The equation that represents the football’s trajectory is \(f(x)=-16(x-2)^2+40\). The highest point on this parabola is the vertex. To determine the vertex, locate \(h\) and \(k\). Vertex form contains the vertex \((h,k)\) within the equation \(f(x)=a(x-h)^2+k\). In the equation \(f(x)=-16(x-2)^2+40\), \(h\) is 2, and \(k\) is 40. The vertex of the parabola is \((2,40)\). This means that the football’s highest point took place after 2 seconds, at 40 feet.

**Question #5:**

A bottle rocket’s trajectory through the air creates a parabola when graphed. The equation that expresses the rocket’s path is \(f(x)=-16x^2+64x\), where \(x\) represents time in seconds and \(f(x)\) represents distance in feet. According to the function, how many seconds did it take to reach its highest point? What was the highest point the bottle rocket reached?
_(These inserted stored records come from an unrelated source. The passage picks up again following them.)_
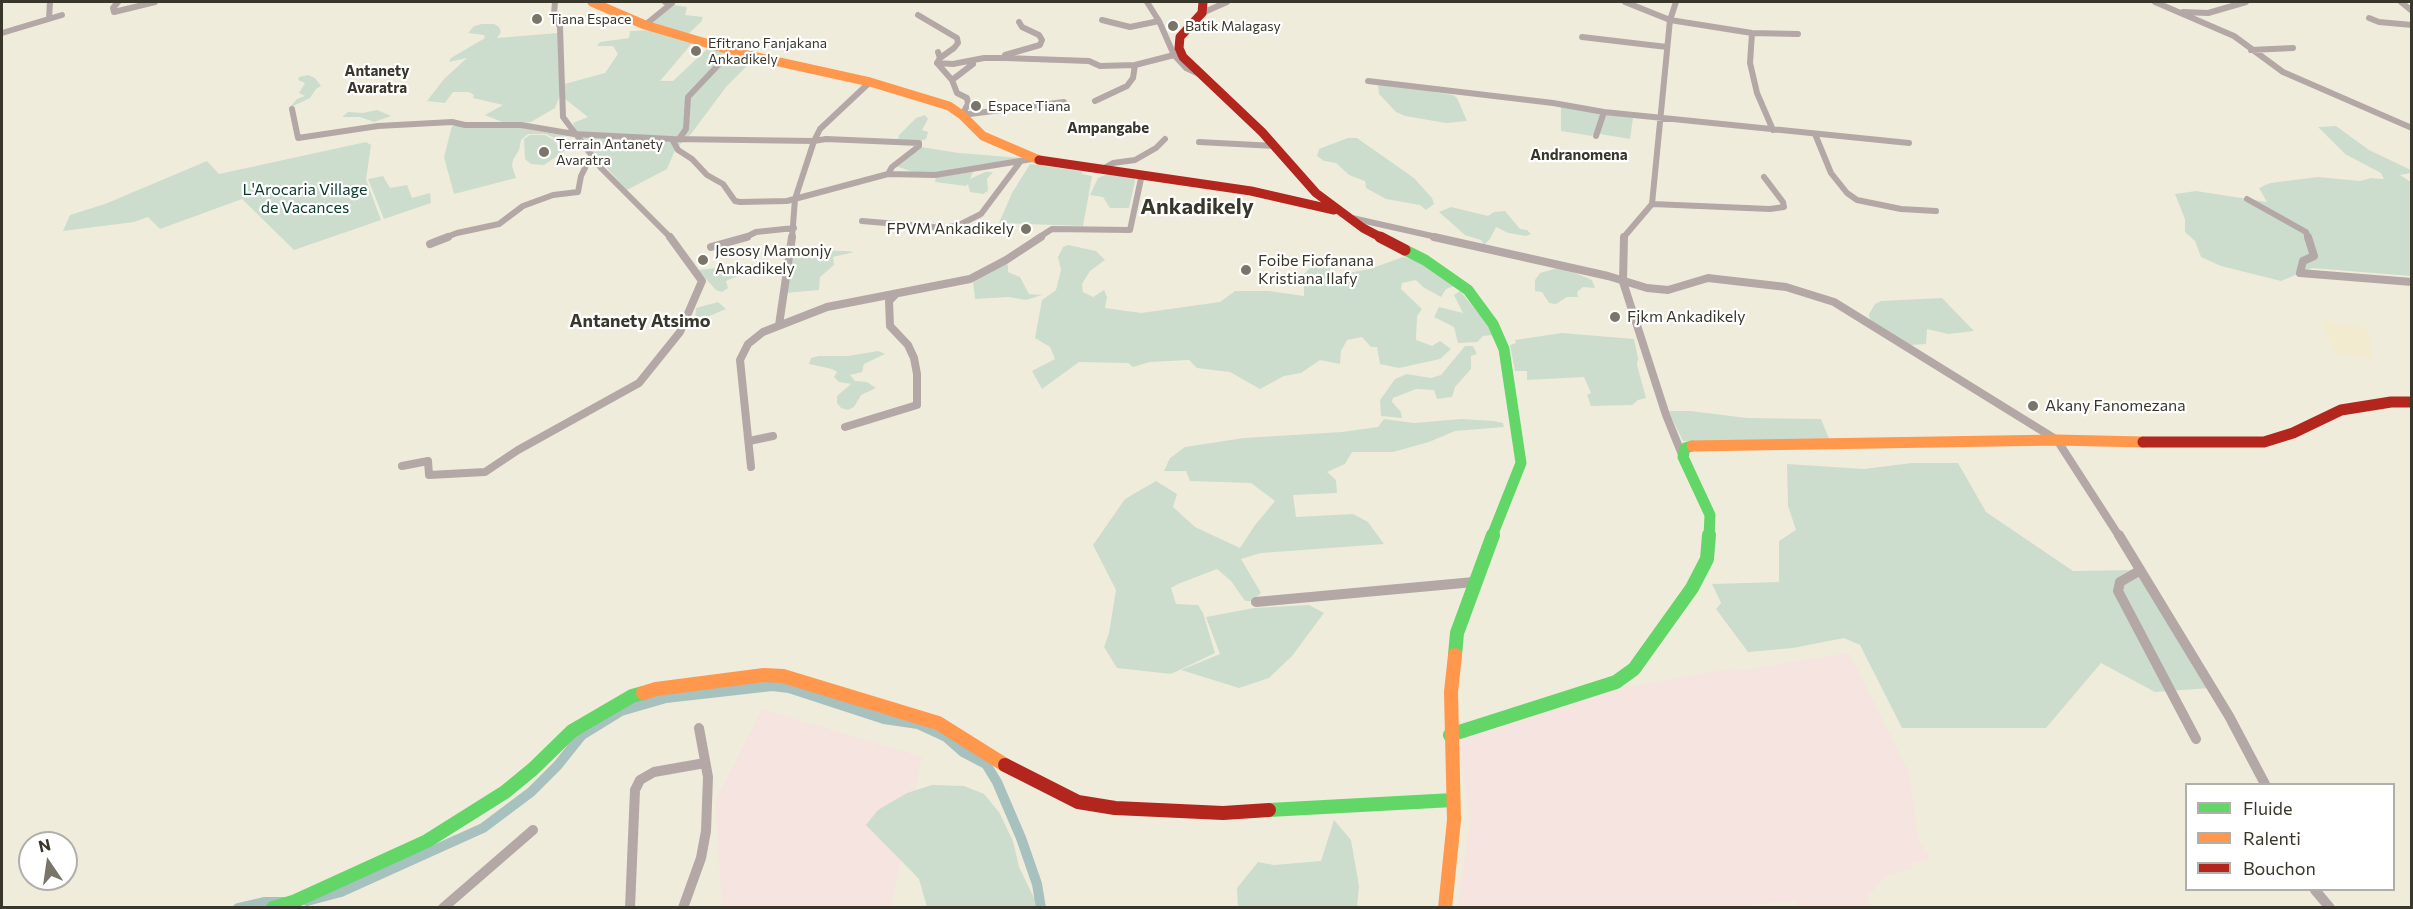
<!DOCTYPE html>
<style>
body{margin:0}
#map{position:relative;width:2413px;height:909px;overflow:hidden;background:#f0ecdc;font-family:Commissioner,sans-serif}
canvas{display:block}
.frame{position:absolute;inset:0;border:3px solid #39372b;pointer-events:none}
.legend{position:absolute;left:2185px;top:783px;width:210px;height:108px;box-sizing:border-box;background:#fff;border:2px solid #b0afaa;margin:0;padding:8px 10px;list-style:none;font-size:18px;color:#39372b}
.legend li{display:flex;align-items:center;gap:12px;height:30px}
.legend b{width:30px;border:2px solid #b0afaa}
.north{position:absolute;left:18px;top:831px;width:60px;height:60px;box-sizing:border-box;background:#fff;border:2px solid #b0afaa;border-radius:50%;rotate:347deg;font-size:16px;font-weight:700;line-height:24px;text-align:center;color:#39372b}
.north::after{content:'';display:block;margin:auto;width:21px;height:27px;background:#797669;clip-path:polygon(50% 0,100% 100%,50% 72%,0 100%)}
</style>
<div id="map">
<canvas width="2413" height="909"></canvas>
<div class="frame"></div>
<ul class="legend">
<li><b style="height:8px;background:#63d668"></b>Fluide</li>
<li><b style="height:8px;background:#ff974d"></b>Ralenti</li>
<li><b style="height:8px;background:#b3261e"></b>Bouchon</li>
</ul>
<div class="north">N</div>
</div>
<script>
const ctx = document.querySelector('canvas').getContext('2d');
ctx.lineJoin = 'round';
function fillPath(path, color) { ctx.fillStyle = color; ctx.fill(path, 'evenodd'); }
const poly = rows => new Path2D(rows.map(r => 'M' + r).join(''));
function stroke(path, color, width, dash) { ctx.strokeStyle = color; ctx.lineWidth = width; ctx.lineCap = dash ? 'butt' : 'round'; ctx.setLineDash(dash || []); ctx.stroke(path); }
function write(font, color, halo, rows, align = 'center') {
  ctx.font = font + ' Commissioner,sans-serif'; ctx.lineWidth = 4.5; ctx.setLineDash([]); ctx.textBaseline = 'middle'; ctx.strokeStyle = halo; ctx.fillStyle = color; for (const [text, x, y, turn = 0] of rows) {
    ctx.save(); ctx.translate(x, y); ctx.rotate((+turn || 0) * Math.PI / 180); ctx.textAlign = isNaN(turn) ? turn : align; if (halo) ctx.strokeText(text, 0, 0); ctx.fillText(text, 0, 0); ctx.restore();
  }
}
fillPath(poly([
 [1849,653,1909,773,1918,838,1930,859,1913,863,1912,868,1887,875,1873,891,1869,893,1868,900,1871,907,1797,907,1795,901,1718,908,1457,908,1470,822,1458,742,1470,734,1591,693,1734,668,1736,671],
 [762,709,922,757,891,907,722,907,715,801]
]), '#f5e4e0');
fillPath(poly([
 [2322,320,2368,328,2373,360,2337,354,2329,342]
]), '#f2ebcf');
fillPath(poly([
 [673,5,687,7,685,15,703,17,701,22,687,35,650,23],
 [482,24,494,24,499,27,501,32,497,38,558,33,561,85,605,73,618,54,613,46,597,46,600,42,629,38,630,31,652,30,693,42,660,81,673,81,709,47,753,60,726,87,691,134,676,148,667,169,627,190,594,154,581,145,573,123,588,117,560,95,555,108,531,122,507,124,485,115,503,105,473,98,474,95,469,92,453,92,445,103,427,101,444,79,467,58,449,62,451,58,485,38,484,35,468,33,474,26],
 [308,75,315,78,321,86,316,89,310,98,289,108,297,99,305,96,299,93,305,83,298,80,299,77],
 [1378,83,1453,95,1457,98,1467,121,1446,123,1405,116,1396,112,1379,94],
 [1561,107,1633,118,1630,139,1594,133,1592,136,1561,131],
 [377,110,391,116,374,122,360,117,342,117,348,112,363,113],
 [925,115,928,119,922,130,928,132,926,139,917,142,898,139,899,135,916,118],
 [452,126,511,126,567,136,556,139,546,134,528,134,521,140,519,150,513,160,512,166,516,178,454,194,444,157],
 [2336,126,2369,150,2411,170,2411,173,2400,175,2411,182,2411,276,2312,268,2281,281,2221,266,2201,257,2195,241,2185,232,2185,219,2175,194,2196,191,2267,202,2259,188,2270,183,2318,177,2360,181,2371,178,2384,179,2381,173,2345,154,2318,127],
 [530,135,545,135,555,141,558,146,566,150,544,165,531,164,525,159,524,139],
 [1348,138,1357,138,1414,178,1432,198,1434,204,1426,210,1420,205,1386,199,1366,188,1365,181,1349,175,1336,163,1324,161,1317,156,1319,149],
 [366,142,371,145,366,180,381,220,294,250,242,199,160,229,148,217,134,222,63,231,70,215,105,204,207,161,219,174],
 [921,147,959,153,1022,158,947,172,913,172,896,166],
 [1030,164,1082,171,1082,174,1092,176,1083,226,999,223,1012,193],
 [973,172,970,179,985,172,993,172,987,179,988,191,983,194,970,192,968,184,966,186,935,182,936,177],
 [1110,173,1136,176,1129,208,1110,208,1103,197,1090,195,1098,178],
 [383,176,390,188,407,185,412,198,430,193,431,203,384,219,368,179],
 [1451,207,1488,216,1494,212,1505,211,1520,229,1527,230,1531,234,1526,236,1508,233,1496,227,1490,239,1484,245,1481,240,1465,235,1439,212],
 [1068,245,1096,251,1105,260,1090,271,1082,284,1083,292,1093,297,1104,290,1107,297,1105,308,1141,313,1220,302,1235,291,1269,291,1304,296,1304,274,1314,264,1330,264,1330,276,1370,269,1403,257,1418,261,1454,286,1446,289,1441,297,1423,287,1416,280,1402,283,1401,289,1422,309,1417,316,1416,340,1432,346,1440,341,1451,349,1440,359,1399,368,1380,364,1377,347,1371,347,1362,337,1347,340,1341,351,1340,364,1320,360,1301,373,1284,376,1260,389,1230,372,1197,368,1189,360,1150,362,1133,367,1128,363,1079,362,1042,389,1032,371,1055,359,1050,347,1035,338,1042,300,1056,290,1061,270,1058,257,1063,247],
 [795,250,846,251,854,252,833,257,834,265,820,277,819,290,785,293],
 [1005,263,1008,265,1008,272,1020,277,1029,294,1042,295,1026,300,1009,297,975,299,973,281],
 [753,264,752,268,745,270,743,274,726,281,728,288,722,292,716,290,698,270],
 [1561,267,1592,280,1595,288,1583,287,1577,292,1578,297,1567,297,1556,304,1549,303,1542,292,1535,291,1535,280,1540,273],
 [1460,291,1484,320,1494,335,1483,336,1477,342,1458,343,1454,327,1434,317,1439,307,1463,313,1454,295],
 [1942,298,1974,331,1948,334,1927,329,1926,344,1910,345,1870,321,1869,314,1875,304,1881,301],
 [718,302,726,309,695,322,696,308],
 [1562,333,1634,339,1638,358,1637,365,1646,398,1638,400,1632,405,1591,406,1587,395,1591,393,1584,377,1527,380,1527,371,1515,371,1510,345,1516,343,1515,340],
 [1465,346,1473,346,1477,354,1471,356,1471,369,1455,387,1452,397,1437,399,1434,390,1416,389,1393,398,1392,402,1401,412,1402,418,1381,416,1380,400,1395,379,1407,374,1431,378,1441,375],
 [878,351,885,354,864,364,862,372,850,375,855,381,867,382,876,388,861,395,854,407,848,410,841,408,837,403,837,396,851,384,839,382,834,377,837,372,832,369,809,364,811,358,819,356,848,356],
 [1668,411,1690,411,1747,418,1821,419,1830,441,1725,443,1683,441],
 [1384,419,1414,423,1461,419,1494,421,1503,423,1504,427,1455,431,1429,442,1393,452,1352,452,1345,464,1327,472,1336,480,1337,493,1293,495,1296,517,1353,514,1368,522,1384,544,1261,553,1241,559,1261,593,1252,601,1245,601,1231,581,1217,569,1178,584,1171,588,1176,604,1198,605,1203,613,1215,653,1171,674,1117,668,1104,647,1109,633,1116,590,1093,545,1125,499,1156,481,1177,494,1173,507,1195,527,1240,548,1255,525,1275,501,1251,483,1190,481,1186,471,1164,471,1170,458,1185,447,1244,438,1342,432,1378,427],
 [1912,463,1958,463,1986,512,2073,571,2138,570,2210,688,2155,692,2101,663,2046,728,1902,728,1860,645,1844,638,1793,648,1748,652,1716,609,1721,603,1712,584,1779,582,1779,541,1796,530,1788,506,1787,464,1864,469],
 [1309,605,1324,613,1292,656,1269,678,1239,688,1181,670,1220,654,1206,617,1254,608],
 [932,785,964,786,984,794,999,812,1013,841,1019,867,1035,900,1036,907,927,907,919,879,866,825,878,810,907,793],
 [1334,820,1351,840,1359,886,1357,907,1238,907,1237,888,1258,862,1274,865,1321,861]
]), '#ccddcd');
stroke(poly([
 [307,901,341,892,483,828,531,792,558,765,582,735,621,711,666,698,772,686,789,688,884,719,918,724,946,737,963,752,986,764,997,782,1021,838,1037,884,1041,908],
 [238,908,264,902,283,902]
]), '#a6c1be', 10);
stroke(poly([
 [118,2,113,8,114,12,155,2],
 [555,2,554,13,560,27,563,117,601,168,671,238],
 [1147,2,1159,21,1174,55,1186,68,1199,74],
 [1625,2,1670,20,1752,33,1798,34],
 [2155,2,2234,36,2283,72,2412,128],
 [2401,2,2412,11],
 [2183,12,2208,13,2246,2],
 [1202,13,1227,2],
 [918,15,957,38,958,43,954,48,940,58],
 [49,18,50,2],
 [2369,18,2379,22,2412,25],
 [1102,20,1130,27,1159,21],
 [645,25,672,3,665,2],
 [2,33,62,15],
 [1752,33,1750,63,1757,93,1773,130],
 [1582,37,1667,47],
 [2251,50,2293,48],
 [938,52,940,58,937,63,952,80,957,93,967,98,968,104,962,115],
 [1005,55,1040,45,1042,40,1039,35,1022,27,1019,22],
 [937,63,953,64,984,58,1005,58,1089,61,1100,66,1135,65],
 [952,80,973,64],
 [1368,81,1553,103,1604,112,1909,143],
 [1095,101,1127,86,1133,78,1135,65,1174,55],
 [292,109,298,138,378,126,452,122,465,125,521,125,574,134,672,139,814,141,826,139,919,143],
 [962,115,1064,102],
 [1815,134,1831,173,1847,193,1857,200,1901,209,1936,211],
 [1596,136,1604,112],
 [672,139,678,150,692,159,707,175,723,184,735,201,740,202,787,201,888,174,935,175,1032,159],
 [679,139,686,129,688,97,723,60,742,54],
 [1199,142,1275,146],
 [1104,168,1113,163,1135,160,1156,148,1165,139],
 [888,174,892,167,919,146,919,143],
 [2247,199,2306,232,2308,238],
 [1652,204,1770,209,1784,207,1783,202,1764,177],
 [1352,218,1441,238],
 [862,221,945,228,959,225,981,214,1020,162],
 [444,238,457,233,499,224,523,206,553,195,578,192,581,176,591,156],
 [744,238,756,232,794,228],
 [792,238,795,199,814,141,820,129,870,82],
 [1038,238,1052,229,1130,230,1142,174],
 [1623,238,1652,204,1670,20,1676,2]
]), '#b4a8a6', 6);
stroke(poly([
 [1434,237,1608,276,1647,288,1668,290,1708,278,1786,287,1834,302,2057,440,2119,536],
 [1624,237,1623,282,1666,415,1683,457],
 [2308,237,2314,256,2303,261,2300,273,2412,282],
 [430,244,448,237],
 [711,247,747,237],
 [779,325,792,237],
 [845,427,917,405,917,374,914,358,908,345,890,326,889,301,895,295],
 [749,441,773,436],
 [402,466,428,461,429,475,485,472,518,450,639,383,680,332,702,281,670,237],
 [751,467,740,360,748,344,763,332,827,307,970,279,1006,260,1041,237]
]), '#b4a8a6', 8);
stroke(poly([
 [2119,535,2229,716,2265,784],
 [2139,571,2120,582,2118,591,2196,739],
 [1256,602,1474,582],
 [2315,890,2330,908],
 [443,908,533,830],
 [630,908,635,790,640,780,654,772,705,763],
 [683,908,701,858,706,831,708,777,699,728]
]), '#b4a8a6', 10);
stroke(poly([
 [1405,250,1425,260,1468,290,1493,324,1504,349,1521,463,1492,536],
 [1692,446,1685,448,1683,457,1710,515,1709,536]
]), '#63d668', 11);
stroke(poly([
 [1455,655,1457,633,1493,535],
 [1450,735,1616,682,1634,669,1692,588,1707,559,1709,535],
 [1269,810,1453,800],
 [273,908,293,902,427,841,505,792,533,769,572,731,632,696,643,693]
]), '#63d668', 14);
stroke(poly([
 [592,2,645,25,743,54,870,82,949,106,962,115,983,136,1039,160]
]), '#ff974d', 9);
stroke(poly([
 [1692,446,2057,440,2143,442]
]), '#ff974d', 11);
stroke(poly([
 [643,693,656,689,764,675,783,676,938,723,1005,765],
 [1445,908,1454,820,1451,692,1455,655]
]), '#ff974d', 14);
stroke(poly([
 [1203,2,1202,13,1180,37,1179,48,1183,57,1262,132,1316,193,1363,228,1382,238],
 [1039,160,1251,191,1334,210]
]), '#b3261e', 9);
stroke(poly([
 [1380,237,1405,250],
 [2143,442,2264,442,2293,433,2341,410,2391,402,2412,402]
]), '#b3261e', 11);
stroke(poly([
 [1005,765,1078,802,1115,808,1223,813,1269,810]
]), '#b3261e', 14);
for (const [x, y, r, color] of [
 [537,19,6,"#797669"],
 [1173,26,6,"#797669"],
 [696,51,6,"#797669"],
 [976,106,6,"#797669"],
 [544,152,6,"#797669"],
 [1026,229,6,"#797669"],
 [703,260,6,"#797669"],
 [1246,270,6,"#797669"],
 [1615,317,6,"#797669"],
 [2033,406,6,"#797669"]
]) { const dot = new Path2D(); dot.arc(x, y, r, 0, 2 * Math.PI); ctx.fillStyle = color; ctx.fill(dot); stroke(dot, '#fff', 2); }
write('14px', '#39372b', '#fff', [
 ["Tiana Espace",549,19],
 ["Batik Malagasy",1185,26],
 ["Efitrano Fanjakana",708,43],
 ["Ankadikely",708,59],
 ["Espace Tiana",988,106],
 ["Terrain Antanety",556,144],
 ["Avaratra",556,160]
], 'left');
write('bold 15px', '#39372b', '#fff', [
 ["Antanety",377,71],
 ["Avaratra",377,88],
 ["Ampangabe",1108,128],
 ["Andranomena",1579,155]
]);
write('16px', '#0b3b2a', '#fff', [
 ["L'Arocaria Village",305,190],
 ["de Vacances",305,208]
]);
write('16px', '#39372b', '#fff', [
 ["FPVM Ankadikely",1014,229,"right"],
 ["Jesosy Mamonjy",715,251],
 ["Ankadikely",715,269],
 ["Foibe Fiofanana",1258,261],
 ["Kristiana Ilafy",1258,279],
 ["Fjkm Ankadikely",1627,317],
 ["Akany Fanomezana",2045,406]
], 'left');
write('bold 18px', '#39372b', '#fff', [
 ["Antanety Atsimo",640,321]
]);
write('bold 22px', '#39372b', '#fff', [
 ["Ankadikely",1197,207]
]);
</script>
After 5 seconds, the rocket reached a high point of 60 feet.

After 3 seconds, the rocket reached a high point of 43 feet.

After 8 seconds, the rocket reached a high point of 95 feet.

After 2 seconds, the rocket reached a high point of 64 feet.

**Answer:**

The rocket’s path forms a parabola that can be expressed with the equation \(f(x)=-16x^2+64x\). This equation is in standard form, so the \(x\)-coordinate of the vertex can be identified using the formula \(x=-\frac{b}{2a}\). In the equation \(f(x)=-16x^2+64x\), \(a=-16\), \(b=64\), and \(c=0\). Substitute \(a\) and \(b\) into the formula.

\(x=-\frac{b}{2a}\)

\(x=-\frac{64}{2(-16)}\)

\(x=-\frac{64}{-32}\)

\(x=2\)

The variable \(x\) represents time in seconds, so the rocket was at its highest point after 2 seconds. Plug in 2 for \(x\) in order to calculate the height of the rocket.

\(f(x)=-16x^2+64x\)

\(f(2)=-16{(2)}^2+64(2)\)

\(f(2)=-16(4)+64(2)\)

\(f(2)=-64+128\)

\(f(2)=64\)

This means that after 2 seconds the rocket’s height was 64 feet. The vertex of the parabola is \((2,64)\), which is the highest point of the graph.